Yakima Herald-Republic
- The July 27, 2005 front page of the Yakima Herald-Republic
- Type: Daily newspaper
- Format: Broadsheet
- Owner: The Seattle Times Company
- Founder(s): E.M. Reed James R. Coe
- Founded: 1889
- Language: English
- Headquarters: 114 N. 4th Street Yakima, WA 98901 United States
- Circulation: 24,827 (as of 2022)
- Website: yakimaherald.com

= Yakima Herald-Republic =

Newspaper published in Yakima, Washington

The Yakima Herald-Republic is a newspaper published in Yakima, Washington, and distributed throughout Yakima, Kittitas and Klickitat counties as well as northwest Benton County.

== History ==
In January 1889, E.M. Reed acquired the printing plant of the defunct Yakima Democrat and used it to launch a successor paper. The first edition of the Yakima Herald was published on February 2, 1889. James R. Coe was a co-founder.
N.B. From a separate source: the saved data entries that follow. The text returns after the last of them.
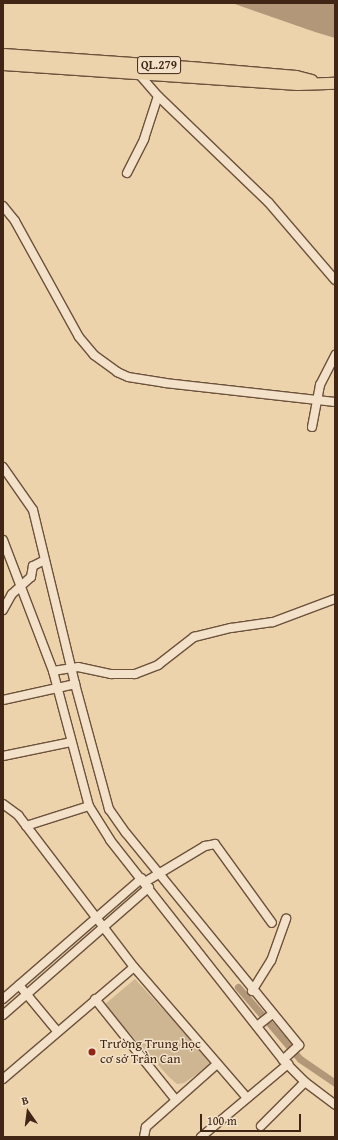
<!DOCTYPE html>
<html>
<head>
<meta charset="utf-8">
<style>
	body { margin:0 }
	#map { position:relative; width:338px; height:1140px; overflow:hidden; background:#ecd3ac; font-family:"Gentium Book Plus",serif }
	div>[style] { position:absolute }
	.green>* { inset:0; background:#cfb692 }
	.water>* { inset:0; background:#b29879 }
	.canal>* { height:7px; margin:-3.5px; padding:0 3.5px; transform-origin:3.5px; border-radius:3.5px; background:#b29879 }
	.roads { filter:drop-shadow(1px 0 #6c513b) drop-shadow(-1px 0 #6c513b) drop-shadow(0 1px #6c513b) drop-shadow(0 -1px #6c513b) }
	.minor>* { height:8px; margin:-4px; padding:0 4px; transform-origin:4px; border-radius:4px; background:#f3e2c9 }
	.highway>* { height:11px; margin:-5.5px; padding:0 5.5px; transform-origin:5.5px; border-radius:5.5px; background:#ecd3ac }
	.dots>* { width:11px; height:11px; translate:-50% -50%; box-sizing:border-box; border:2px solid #f3e2c9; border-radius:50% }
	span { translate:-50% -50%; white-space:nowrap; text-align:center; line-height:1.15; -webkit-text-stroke:3px #f3e2c9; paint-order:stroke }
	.shield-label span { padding:1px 3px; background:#f3e2c9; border:1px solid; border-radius:3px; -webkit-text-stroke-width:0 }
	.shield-label { font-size:12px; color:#412615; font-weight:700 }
	.poi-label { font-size:13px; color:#412615 }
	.left { translate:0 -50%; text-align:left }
	.frame { position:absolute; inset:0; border:4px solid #412615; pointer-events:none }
	.north { position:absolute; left:8px; top:1092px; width:40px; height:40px; -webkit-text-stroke:3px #f3e2c9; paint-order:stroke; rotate:346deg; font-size:11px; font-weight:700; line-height:16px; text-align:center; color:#412615 }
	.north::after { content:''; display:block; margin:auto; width:14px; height:18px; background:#412615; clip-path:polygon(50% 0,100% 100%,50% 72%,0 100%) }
	.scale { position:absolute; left:200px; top:1114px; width:101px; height:18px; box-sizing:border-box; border:2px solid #412615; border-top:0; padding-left:5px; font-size:12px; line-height:14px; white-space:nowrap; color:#412615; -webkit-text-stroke:3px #f3e2c9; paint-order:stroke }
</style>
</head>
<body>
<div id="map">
	<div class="green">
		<i style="clip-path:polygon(135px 979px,213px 1063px,184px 1083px,177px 1084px,169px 1077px,104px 1005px)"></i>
	</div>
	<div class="water">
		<i style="clip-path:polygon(232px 3px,335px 3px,335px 38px,315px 32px)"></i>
	</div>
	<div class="canal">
		<i style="left:238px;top:987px;width:95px;rotate:49.3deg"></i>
		<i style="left:300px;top:1059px;width:42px;rotate:34.4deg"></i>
	</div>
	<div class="roads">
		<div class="minor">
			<i style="left:138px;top:73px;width:30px;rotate:49deg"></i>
			<i style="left:158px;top:96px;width:154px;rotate:43.9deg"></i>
			<i style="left:269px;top:203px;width:101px;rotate:49.4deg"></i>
			<i style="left:127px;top:173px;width:38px;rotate:-63deg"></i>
			<i style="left:144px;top:139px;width:45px;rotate:-72deg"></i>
			<i style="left:3px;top:206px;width:19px;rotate:51deg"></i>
			<i style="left:15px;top:221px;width:132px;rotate:61.1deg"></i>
			<i style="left:79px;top:337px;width:23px;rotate:50deg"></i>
			<i style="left:94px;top:355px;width:29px;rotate:36deg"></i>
			<i style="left:117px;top:372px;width:12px;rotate:24deg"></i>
			<i style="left:128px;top:377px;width:37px;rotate:9deg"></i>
			<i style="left:165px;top:383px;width:171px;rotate:6.4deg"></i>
			<i style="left:312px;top:427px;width:43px;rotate:-79.2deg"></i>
			<i style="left:320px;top:385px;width:34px;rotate:-63deg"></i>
			<i style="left:3px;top:467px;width:52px;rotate:55.1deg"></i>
			<i style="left:33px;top:510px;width:179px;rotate:76.4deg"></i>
			<i style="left:75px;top:684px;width:130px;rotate:74.8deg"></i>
			<i style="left:109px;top:809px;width:29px;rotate:55deg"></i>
			<i style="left:126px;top:833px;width:274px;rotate:50.8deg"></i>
			<i style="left:299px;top:1045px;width:22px;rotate:137deg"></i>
			<i style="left:3px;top:540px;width:140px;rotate:69.1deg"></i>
			<i style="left:53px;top:671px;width:140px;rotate:75.1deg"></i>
			<i style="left:89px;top:806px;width:40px;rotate:58deg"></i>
			<i style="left:110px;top:840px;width:280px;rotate:51.8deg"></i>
			<i style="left:283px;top:1060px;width:31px;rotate:45deg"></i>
			<i style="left:305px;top:1082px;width:38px;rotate:37deg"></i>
			<i style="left:3px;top:610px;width:18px;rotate:-61deg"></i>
			<i style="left:12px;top:594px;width:25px;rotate:-42deg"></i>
			<i style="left:31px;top:577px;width:11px;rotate:-80deg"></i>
			<i style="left:33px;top:566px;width:11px;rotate:-27deg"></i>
			<i style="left:53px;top:671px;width:25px;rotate:-9deg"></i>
			<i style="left:78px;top:667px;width:34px;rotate:12deg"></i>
			<i style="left:111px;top:674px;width:24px"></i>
			<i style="left:135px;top:674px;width:25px;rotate:-21deg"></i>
			<i style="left:158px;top:665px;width:46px;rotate:-37.9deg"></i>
			<i style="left:194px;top:637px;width:38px;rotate:-14deg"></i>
			<i style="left:231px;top:628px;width:42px;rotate:-8.1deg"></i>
			<i style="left:273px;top:622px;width:66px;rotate:-20.4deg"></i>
			<i style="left:3px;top:700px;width:74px;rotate:-12.5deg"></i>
			<i style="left:3px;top:756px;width:69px;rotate:-11.6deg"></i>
			<i style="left:3px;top:804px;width:19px;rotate:36deg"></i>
			<i style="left:18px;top:815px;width:191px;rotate:52.7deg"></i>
			<i style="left:134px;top:967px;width:173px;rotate:49.2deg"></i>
			<i style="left:26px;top:826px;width:66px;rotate:-17.6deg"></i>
			<i style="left:145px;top:882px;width:70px;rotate:-31deg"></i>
			<i style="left:205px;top:846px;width:10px;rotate:-11deg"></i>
			<i style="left:215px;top:844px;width:97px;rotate:54.2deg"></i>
			<i style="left:19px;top:985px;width:60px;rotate:50.4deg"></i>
			<i style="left:252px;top:991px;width:36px;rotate:-58deg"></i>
			<i style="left:271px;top:961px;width:45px;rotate:-70.3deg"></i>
			<i style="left:3px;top:999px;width:184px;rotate:-41deg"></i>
			<i style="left:95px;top:999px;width:129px;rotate:51.3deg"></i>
			<i style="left:3px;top:1015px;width:194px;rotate:-41.2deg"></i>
			<i style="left:257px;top:1026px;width:18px;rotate:-38deg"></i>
			<i style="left:3px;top:1079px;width:172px;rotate:-40.5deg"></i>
			<i style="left:261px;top:1126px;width:62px;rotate:-45deg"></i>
			<i style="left:144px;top:1137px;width:10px;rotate:-79deg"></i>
			<i style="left:146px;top:1127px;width:95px;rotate:-41.6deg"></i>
			<i style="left:201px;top:1137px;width:114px;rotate:-40deg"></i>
		</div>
		<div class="highway">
			<i style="left:3px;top:54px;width:187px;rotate:4deg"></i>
			<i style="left:190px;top:67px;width:106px;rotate:4.9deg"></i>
			<i style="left:296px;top:76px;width:16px;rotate:15deg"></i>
			<i style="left:3px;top:64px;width:295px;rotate:3.9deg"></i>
			<i style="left:297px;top:84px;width:38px;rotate:-2deg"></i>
		</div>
	</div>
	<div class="dots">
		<i style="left:92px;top:1052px;background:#8f2418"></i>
	</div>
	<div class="shield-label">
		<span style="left:159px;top:65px">QL.279</span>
	</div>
	<div class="poi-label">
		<span class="left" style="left:100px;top:1052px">Trường Trung học<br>cơ sở Trần Can</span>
	</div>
	<div class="frame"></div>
	<div class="north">B</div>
	<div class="scale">100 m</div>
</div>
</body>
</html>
In 1897, Reed leased the paper to Charles F. Bailey and George N. Tuesley. At some point Baily was replaced by Robert McComb and Walter Tuesley, but both left the firm after E.L. Boardman bought a half-interest in 1904.

In 1913, George N. Tuesley sold the Herald, by then called the Yakima Morning Herald, to Colonel W.W. Robertson, owner of the Yakima Daily Republic. In 1938, Robertson died. In 1968, the Herald and Republic combined to form an all-day newspaper called the Yakima Herald-Republic.

In 1972, Harte-Hanks bought the paper from the Robertson family. In 1986, the company sold the paper to Garden State Newspapers, Inc., an affiliate of MediaNews Group. In 1991, The Seattle Times Company acquired the Herald-Republic. At that time it had a daily circulation of 40,000.

The newspaper was printed in Yakima until 2021, when The Seattle Times Company announced it would sell the Herald-Republics headquarters and printing plant. The newspaper will instead be printed in Walla Walla by the Walla Walla Union-Bulletin.